### Extracted entries
=-=-=-=-=

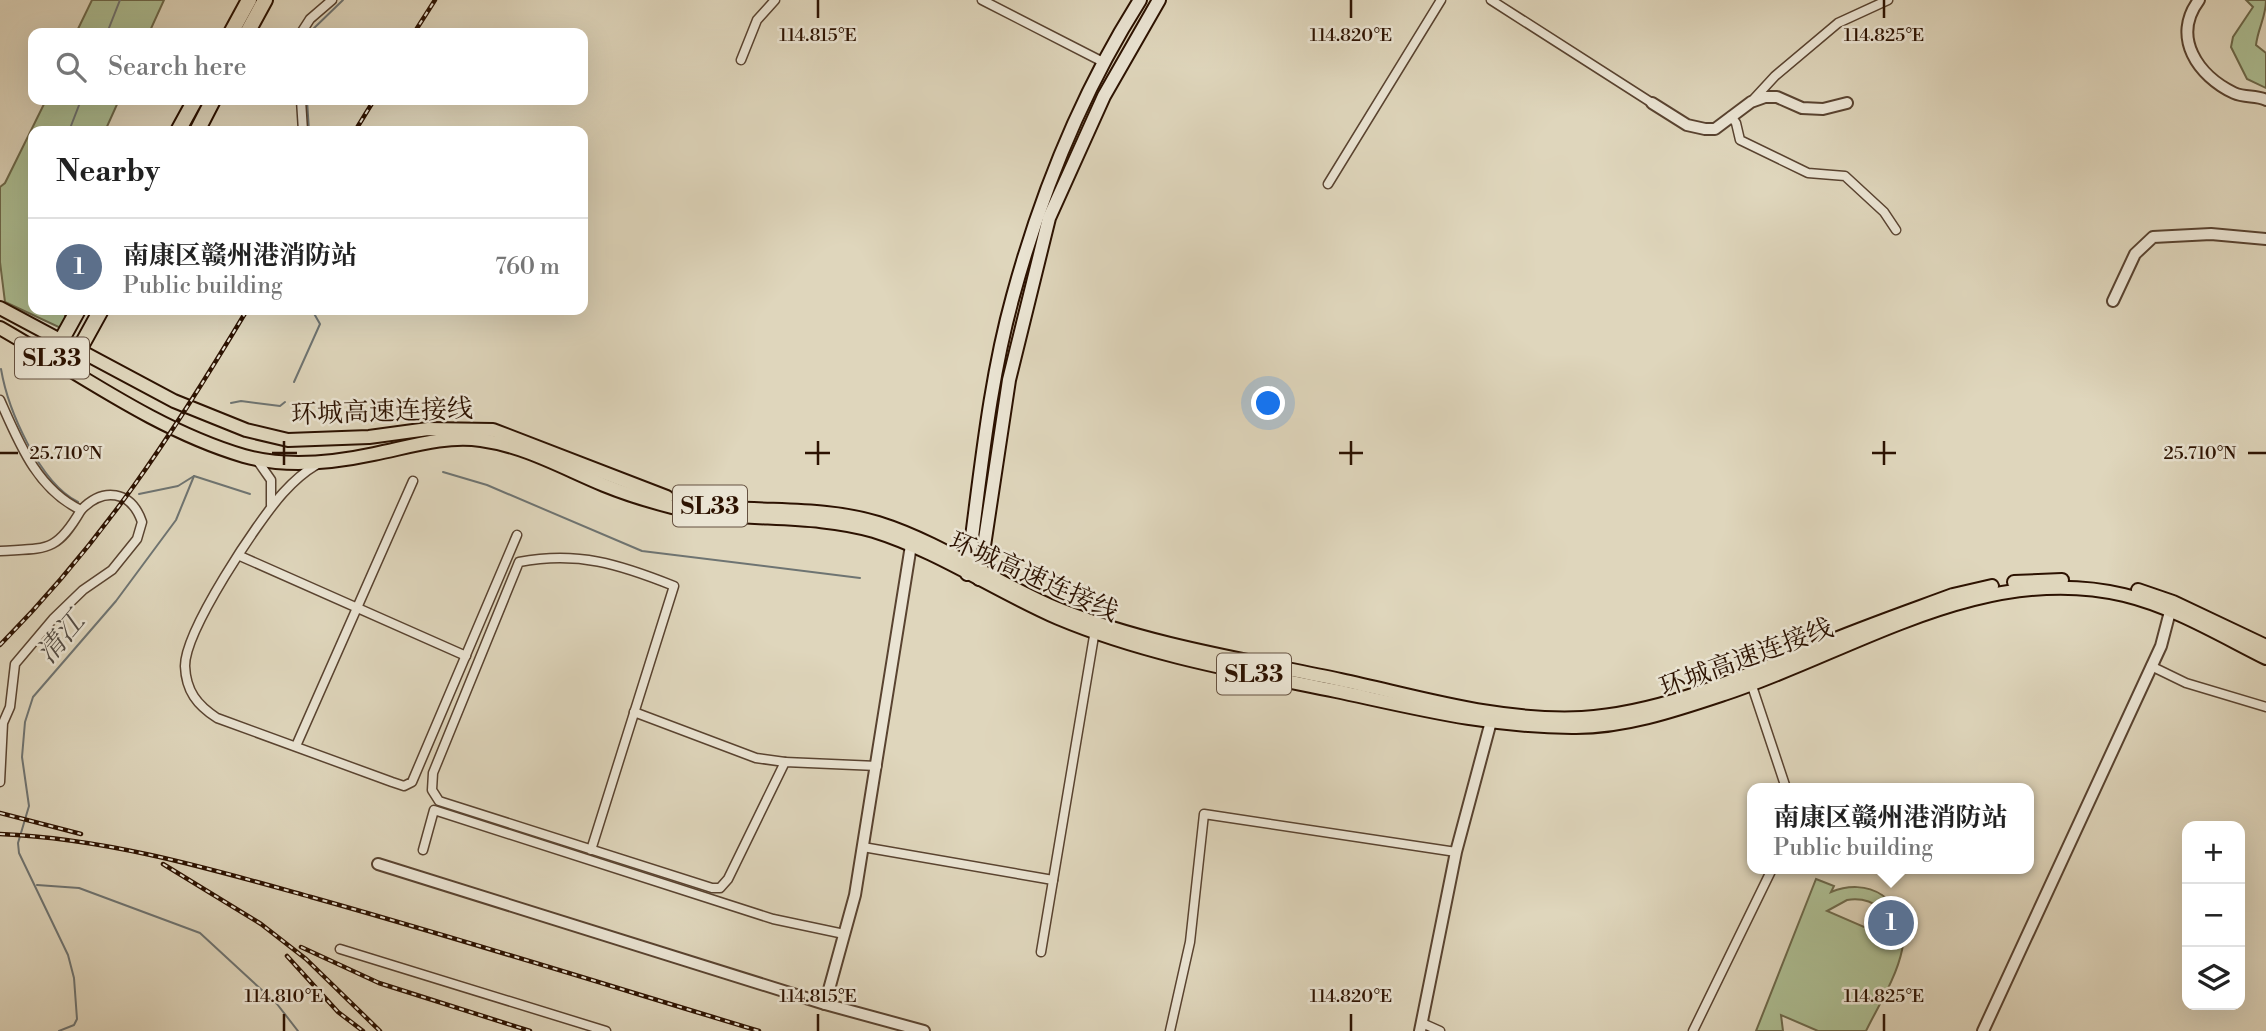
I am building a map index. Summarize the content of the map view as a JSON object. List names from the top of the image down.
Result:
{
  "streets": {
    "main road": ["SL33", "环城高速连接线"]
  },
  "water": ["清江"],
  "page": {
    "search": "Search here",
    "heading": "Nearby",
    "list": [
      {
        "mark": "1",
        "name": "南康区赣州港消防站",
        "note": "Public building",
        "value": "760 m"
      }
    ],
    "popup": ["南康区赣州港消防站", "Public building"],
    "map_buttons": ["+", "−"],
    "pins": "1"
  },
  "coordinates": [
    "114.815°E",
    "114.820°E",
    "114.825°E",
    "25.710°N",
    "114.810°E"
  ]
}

=-=-=-=-=

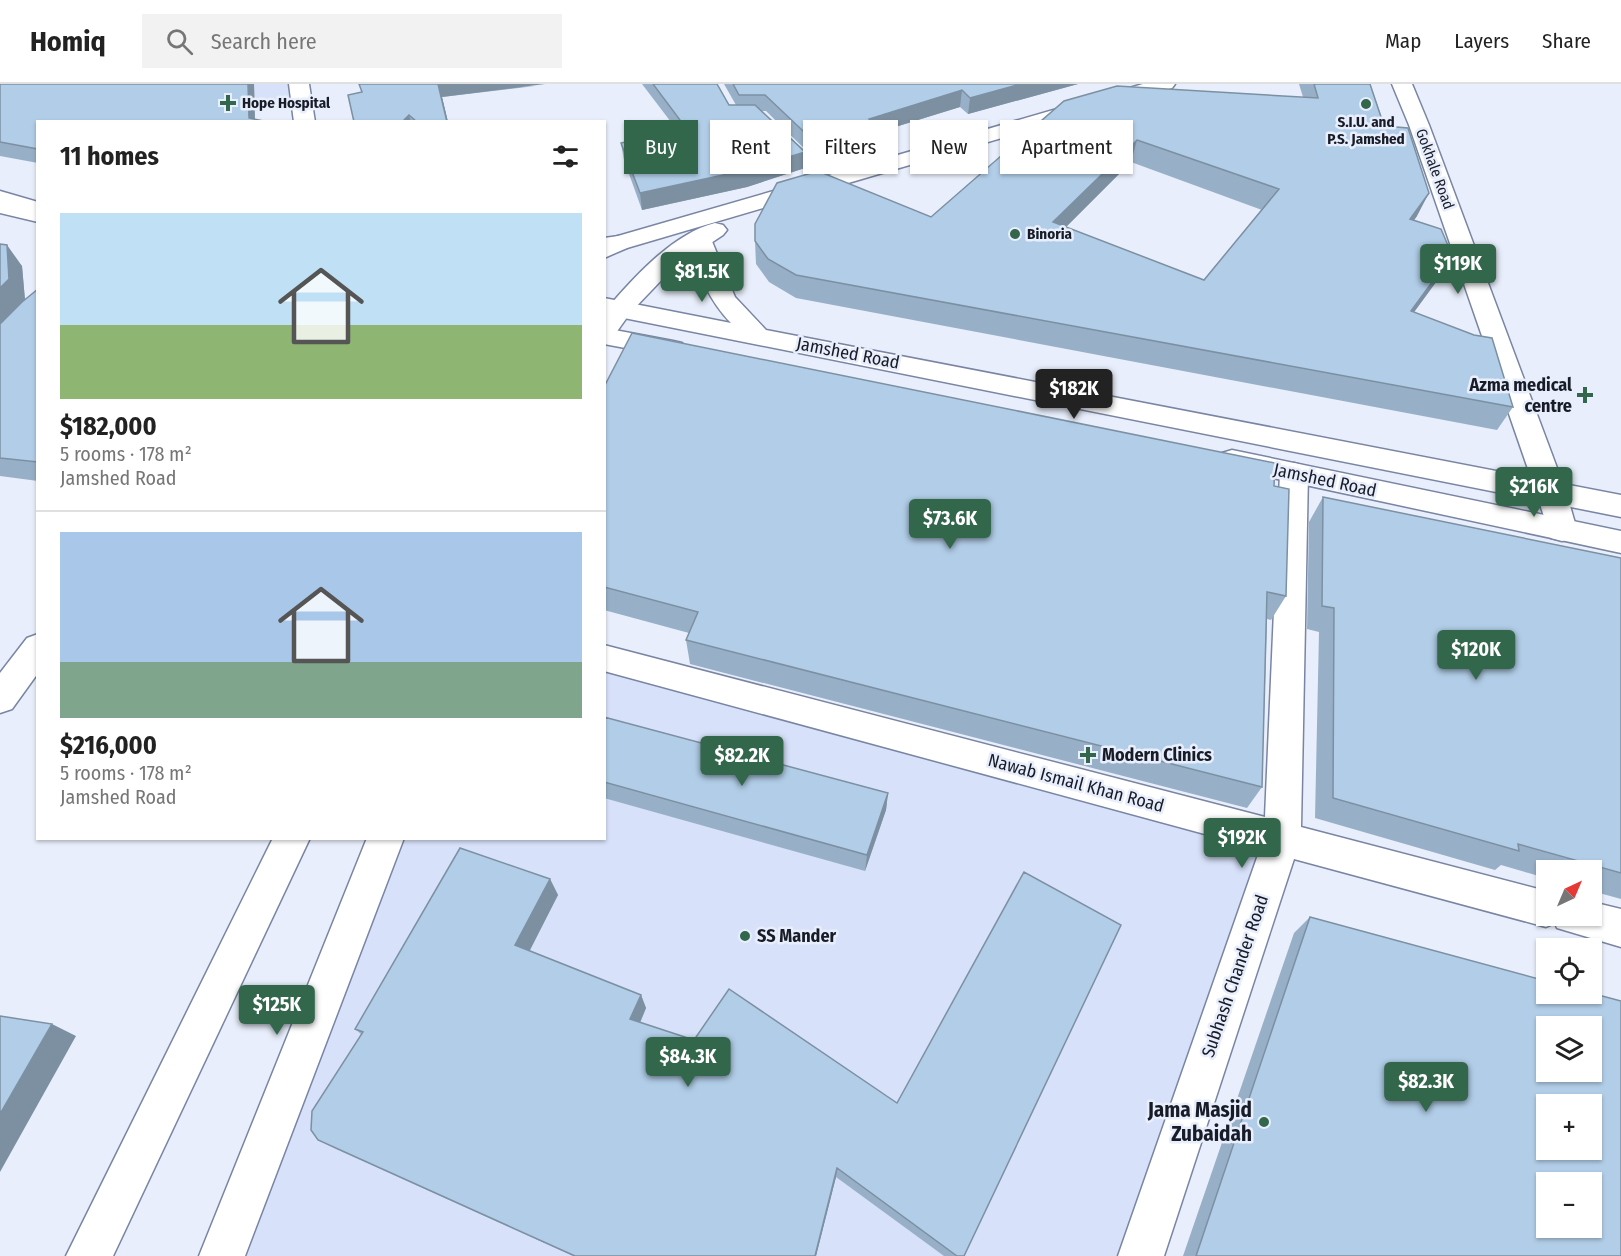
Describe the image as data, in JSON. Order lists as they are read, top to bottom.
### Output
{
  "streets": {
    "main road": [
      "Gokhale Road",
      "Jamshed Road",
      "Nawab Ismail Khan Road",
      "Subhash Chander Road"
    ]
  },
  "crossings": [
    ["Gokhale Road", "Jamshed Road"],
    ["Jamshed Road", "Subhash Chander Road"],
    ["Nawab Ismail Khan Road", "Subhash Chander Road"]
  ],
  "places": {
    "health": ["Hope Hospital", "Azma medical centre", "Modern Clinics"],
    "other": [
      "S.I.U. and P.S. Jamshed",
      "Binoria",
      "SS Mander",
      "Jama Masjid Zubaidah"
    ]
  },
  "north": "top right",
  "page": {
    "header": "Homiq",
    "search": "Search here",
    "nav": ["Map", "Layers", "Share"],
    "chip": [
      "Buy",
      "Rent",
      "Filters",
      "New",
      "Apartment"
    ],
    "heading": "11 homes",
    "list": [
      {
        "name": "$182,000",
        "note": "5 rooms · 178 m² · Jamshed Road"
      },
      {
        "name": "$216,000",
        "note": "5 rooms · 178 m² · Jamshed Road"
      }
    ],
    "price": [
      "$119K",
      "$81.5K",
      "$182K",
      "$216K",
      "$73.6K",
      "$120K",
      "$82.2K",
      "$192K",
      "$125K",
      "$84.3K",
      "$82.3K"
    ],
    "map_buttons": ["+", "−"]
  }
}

=-=-=-=-=

### What you have to do
Which lines in the material above include the string "image"? Pull them out.

### Task answer
I am building a map index. Summarize the content of the map view as a JSON object. List names from the top of the image down.
Describe the image as data, in JSON. Order lists as they are read, top to bottom.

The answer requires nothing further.